Antisocial: Online Extremists, Techno-Utopians, and the Hijacking of the American Conversation by Andrew Marantz. Viking, 400 pages.
At the climax of Antisocial: Online Extremists, Techno-Utopians, and the Hijacking of the American Conversation, having been taken on a journey by New Yorker staff writer Andrew Marantz through several circles of digital hell, meeting a cavalcade of increasingly horrible entrepreneurs and propagandists along the way, the prose style suddenly shifts, and the reader is introduced to a pseudonymous woman, Samantha. The book’s penultimate chapter follows Samantha’s descent into organized white supremacy, from her initial disgust at learning that her then-boyfriend identified as a fascist, to her subsequent curiosity about what this could mean, to her forays into the online world of the so-called alt-right. Eventually, she becomes an organizer and recruiter for the clean-cut “identitarians” of Identity Evropa, recently rebranded as the American Identity Movement.

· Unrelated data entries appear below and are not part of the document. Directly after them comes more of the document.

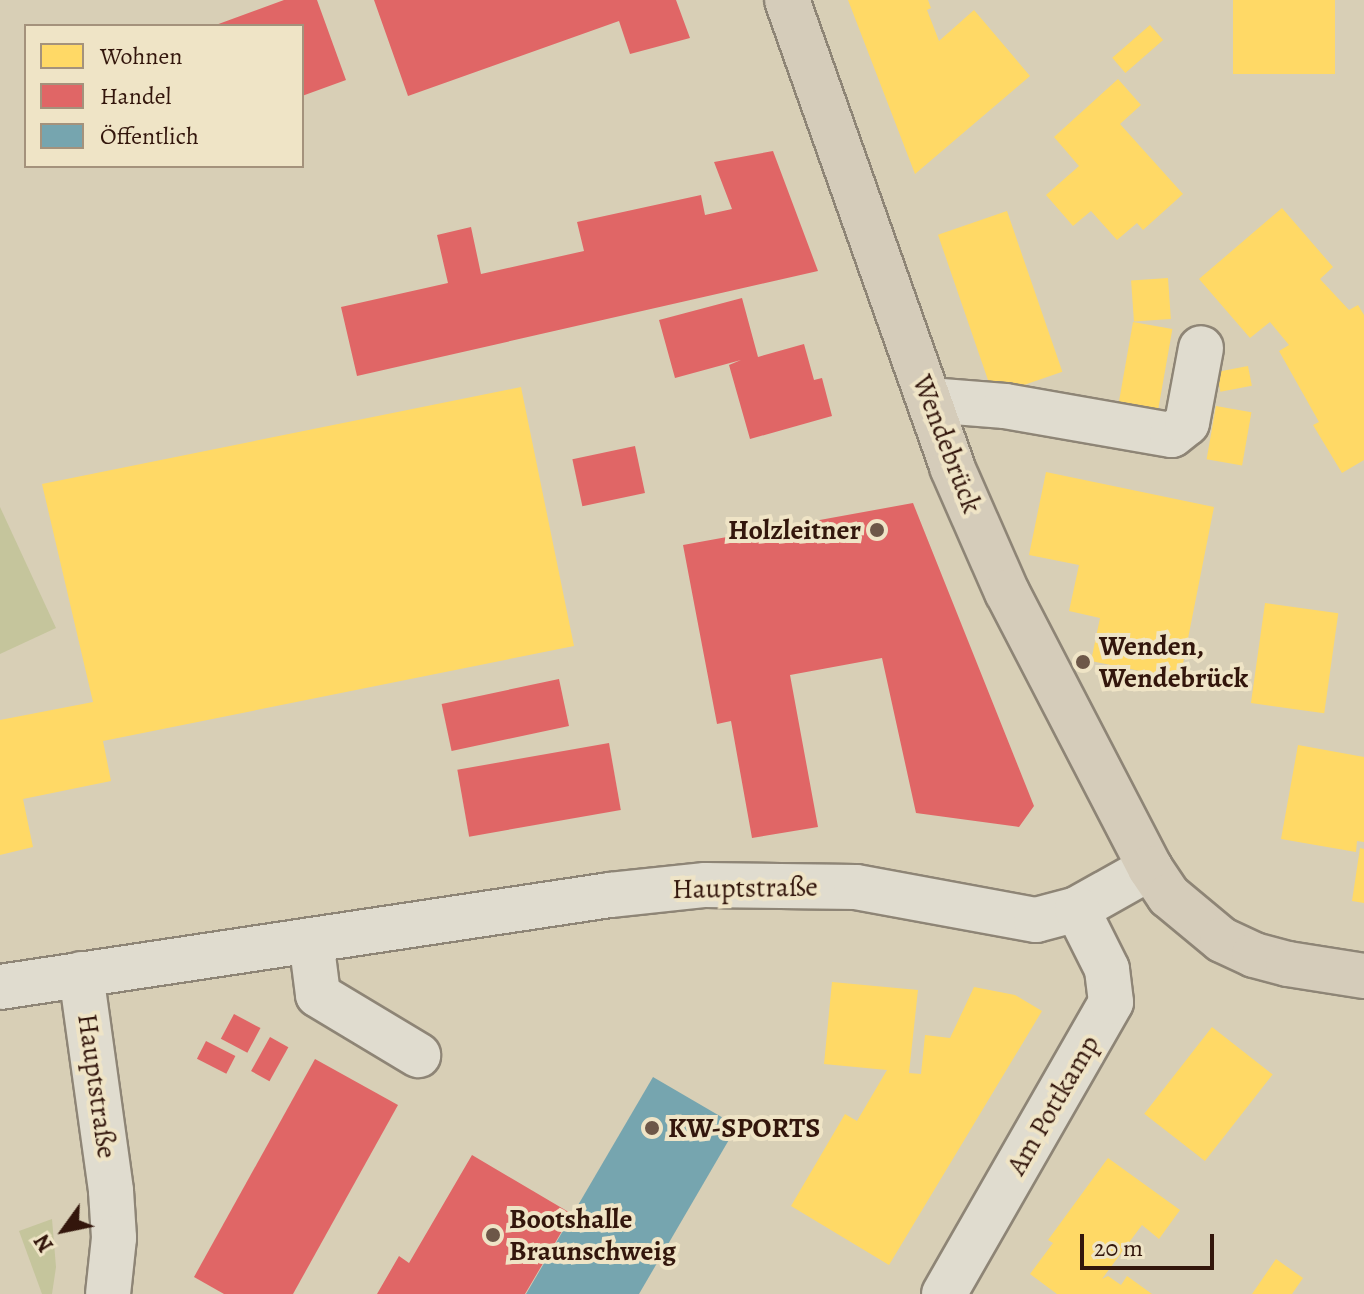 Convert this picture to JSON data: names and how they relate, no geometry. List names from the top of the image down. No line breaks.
{"streets":{"main road":["Wendebrück"],"street":["Hauptstraße","Am Pottkamp"]},"crossings":[["Wendebrück","Hauptstraße"],["Hauptstraße","Am Pottkamp"]],"places":["Holzleitner","Wenden, Wendebrück","KW-SPORTS","Bootshalle Braunschweig"],"legend":["Wohnen","Handel","Öffentlich"],"scale_bar":"20 m","north":"bottom left"} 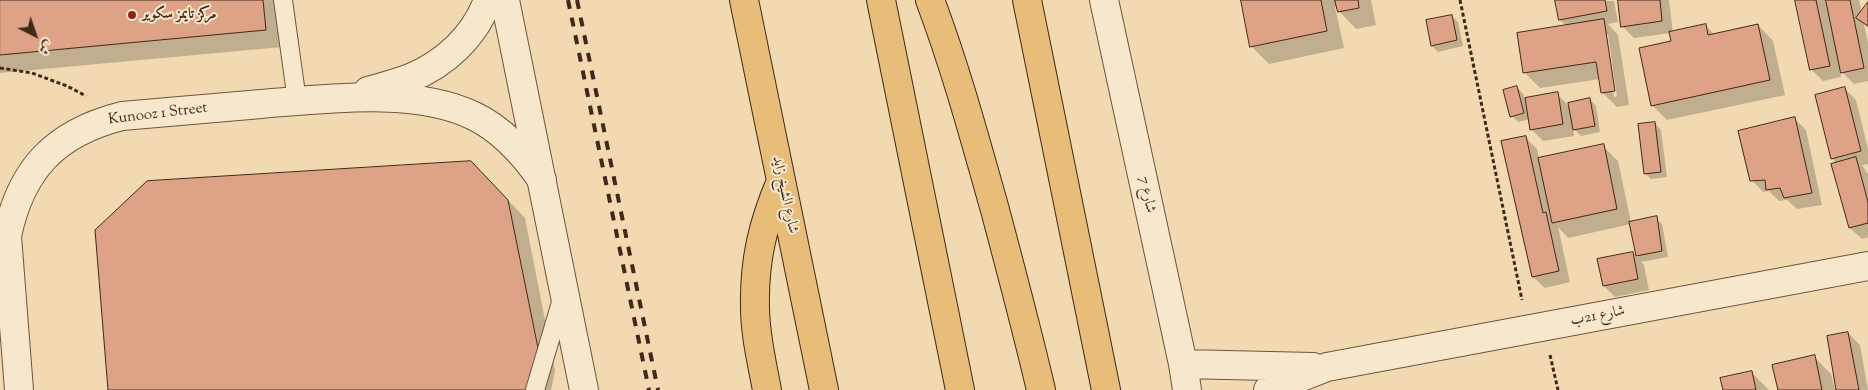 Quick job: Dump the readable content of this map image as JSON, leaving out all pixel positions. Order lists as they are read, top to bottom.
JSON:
{
  "streets": {
    "highway": ["شارع الشيخ زايد"],
    "street": ["Kunooz 1 Street", "شارع 7", "شارع 21ب"]
  },
  "crossings": [
    ["شارع 7", "شارع 21ب"]
  ],
  "places": ["مركز تايمز سكوير"],
  "north": "bottom right"
} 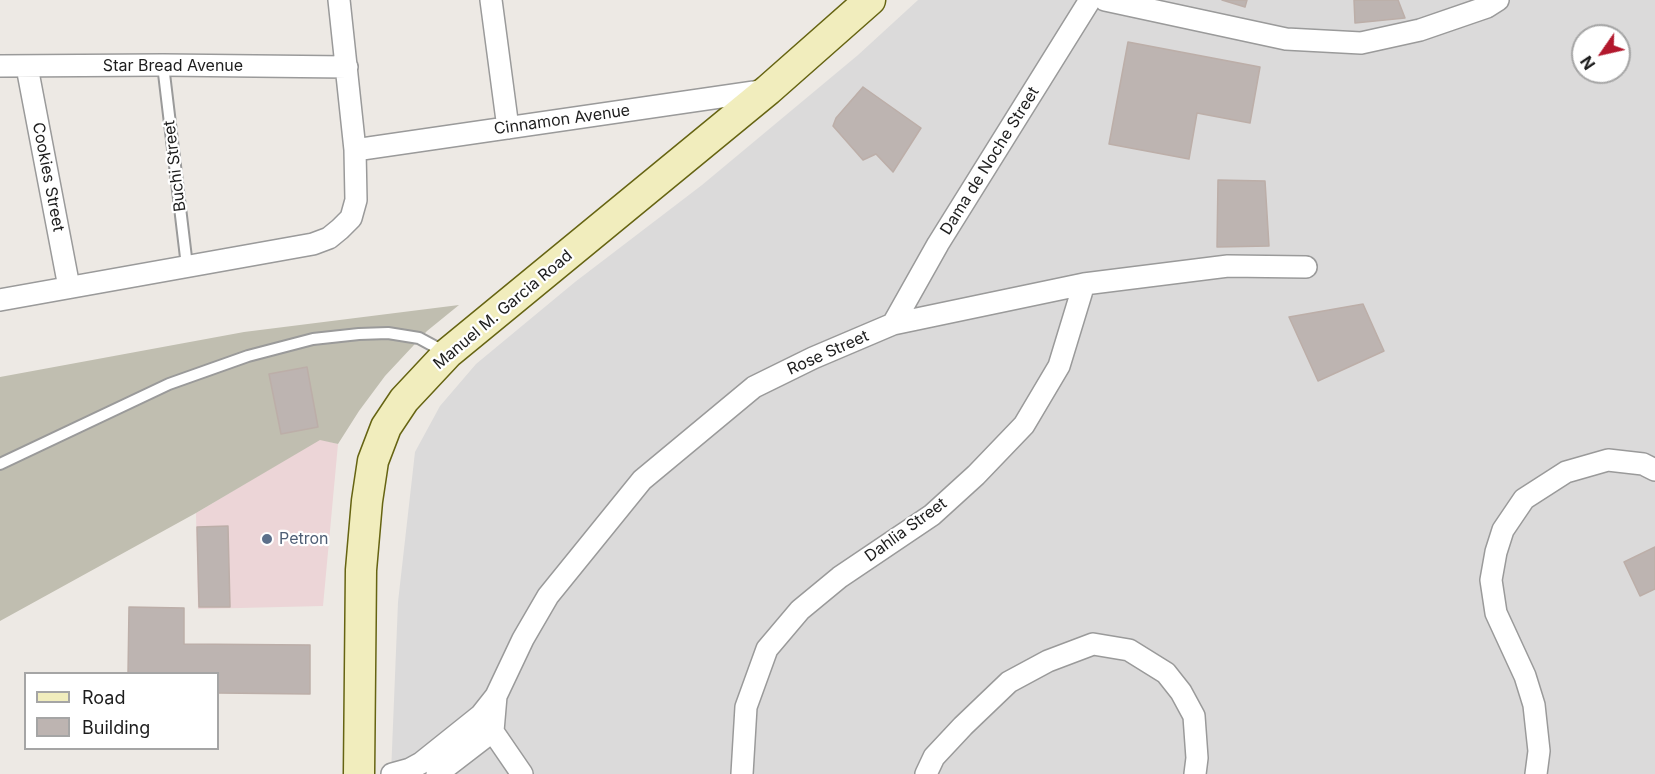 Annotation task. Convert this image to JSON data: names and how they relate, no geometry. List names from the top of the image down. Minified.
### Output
{"streets":{"main road":["Manuel M. Garcia Road"],"street":["Star Bread Avenue","Cinnamon Avenue","Dama de Noche Street","Cookies Street","Rose Street","Dahlia Street"],"lane":["Buchi Street"]},"crossings":[["Star Bread Avenue","Buchi Street"],["Star Bread Avenue","Cookies Street"],["Cinnamon Avenue","Manuel M. Garcia Road"],["Dama de Noche Street","Rose Street"],["Rose Street","Dahlia Street"]],"places":["Petron"],"legend":["Road","Building"],"north":"bottom left"} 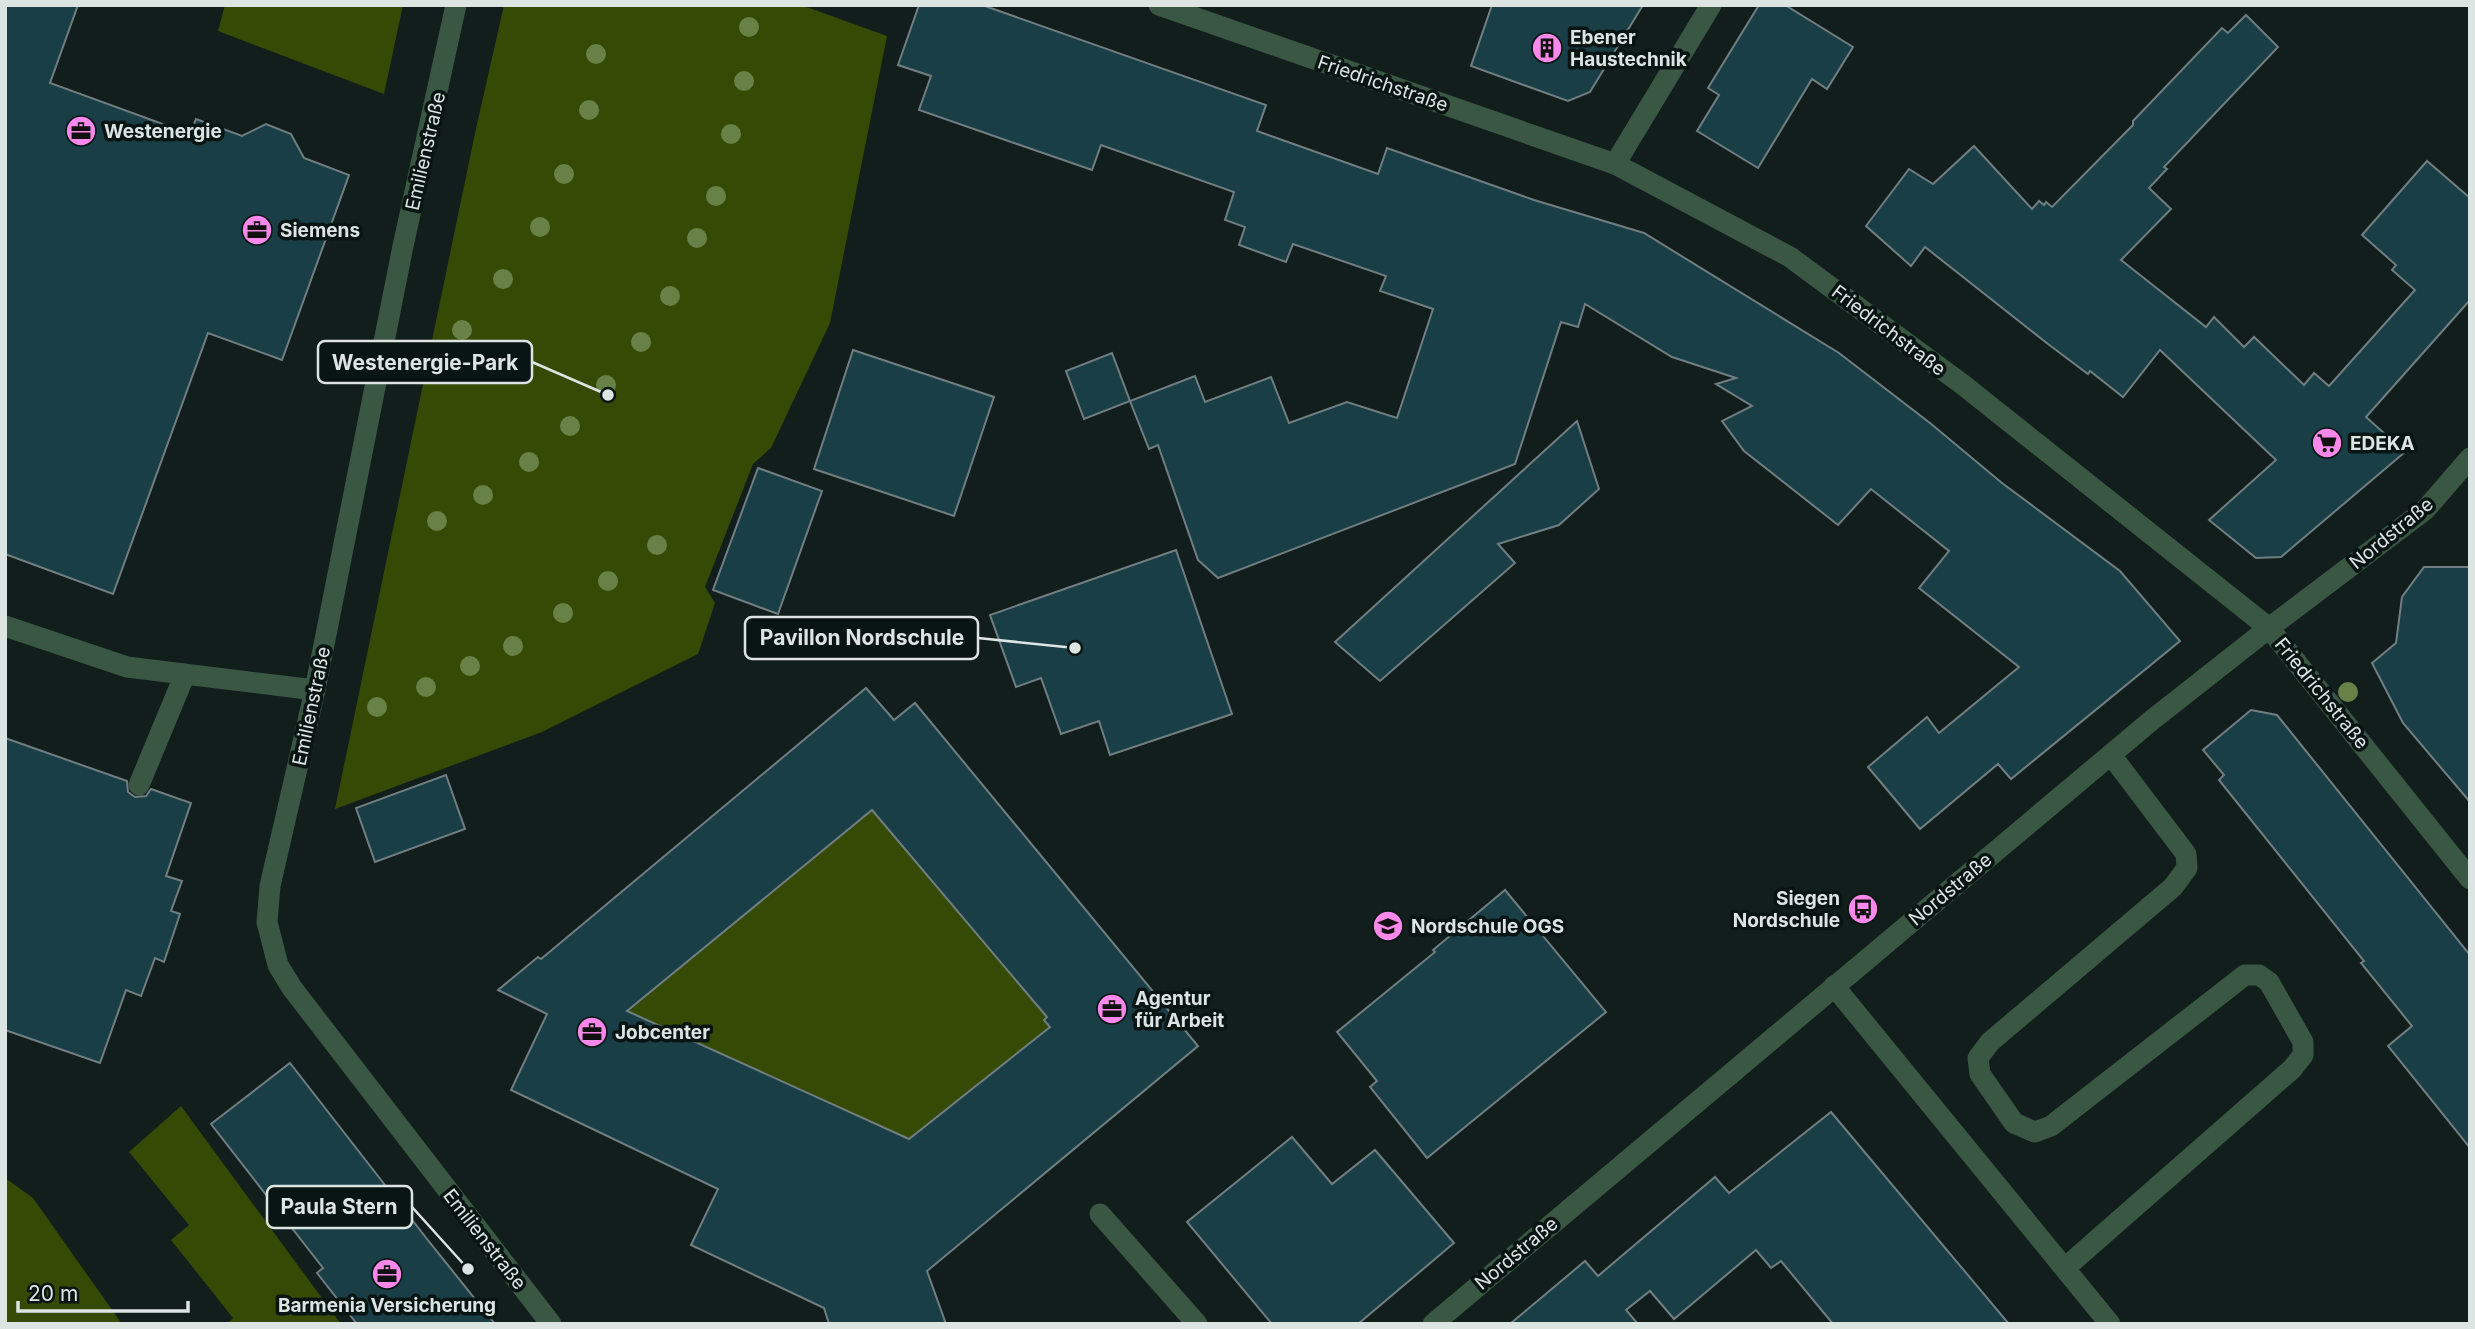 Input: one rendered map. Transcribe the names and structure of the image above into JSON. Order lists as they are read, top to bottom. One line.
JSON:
{"streets":{"street":["Friedrichstraße","Emilienstraße","Nordstraße"]},"crossings":[["Friedrichstraße","Nordstraße"]],"places":{"building":["Ebener Haustechnik"],"office":["Westenergie","Siemens","Agentur für Arbeit","Jobcenter","Barmenia Versicherung"],"other":["Westenergie-Park","Pavillon Nordschule","Paula Stern"],"supermarket":["EDEKA"],"bus stop":["Siegen Nordschule"],"school or university":["Nordschule OGS"]},"scale_bar":"20 m"}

Unlike in most of the book, Marantz is absent as a first-person narrator throughout this extended passage, which includes a party held following a rally in Charlottesville, Virginia—not the August 12, 2017, rally at which Heather Heyer was killed, but another one held a few months earlier. Samantha finds herself flirting with Richard Spencer, noting the adulation with which the young men around them speak of his work. “Do you get off on the fact that these kids treat you like a god?” she asks him. Later, some of these budding fascists get riled up and start greeting each other and Spencer with Nazi salutes, yelling “Sieg!” and “Heil!” back and forth in a terrifying call-and-response. “Richard, from across the room, looked straight at Samantha and raised one eyebrow,” Marantz writes. “He didn’t have to do more than that. His meaning was unambiguous: So? You’re too good to do it, too?” And then she does. “Her arm went up. She did it. God help her, she did it.”
As a piece of literary reporting, this passage is exquisite—it could only be the product of hundreds of hours of interviews, which Marantz takes care to note he conducted. Vividly detailed and deftly written, the story of Samantha’s radicalization (and her subsequent departure from the movement) reads more like a short work of fiction than journalism. But for all of the psychological texture Marantz is able to capture in this moment, he leaves unanswered some fundamental questions: Why would a woman who has already, for some period of time, dedicated her life to building up a white nationalist organization feel apprehensive about hailing Richard Spencer with a Nazi salute? And, really, why should the reader care about her moment’s hesitation? To put it bluntly: What exactly is surprising about a fascist doing fascist shit?
When Samantha finally leaves Identity Evropa and the alt-right, we learn, it takes her some time to admit to her friends where she’s been and what she’s done. “Whenever she tried to examine her most fundamental beliefs and desires—before the movement, during, and after—she didn’t find rage or self-love or a death wish or a lust for power,” Marantz writes. “She found nothing solid at all.” Unfortunately, she’s not the only one.
The lesson of the last few years of political upheaval, for Marantz, has been that the institutions of the establishment —the media establishment in particular—are necessary, if flawed.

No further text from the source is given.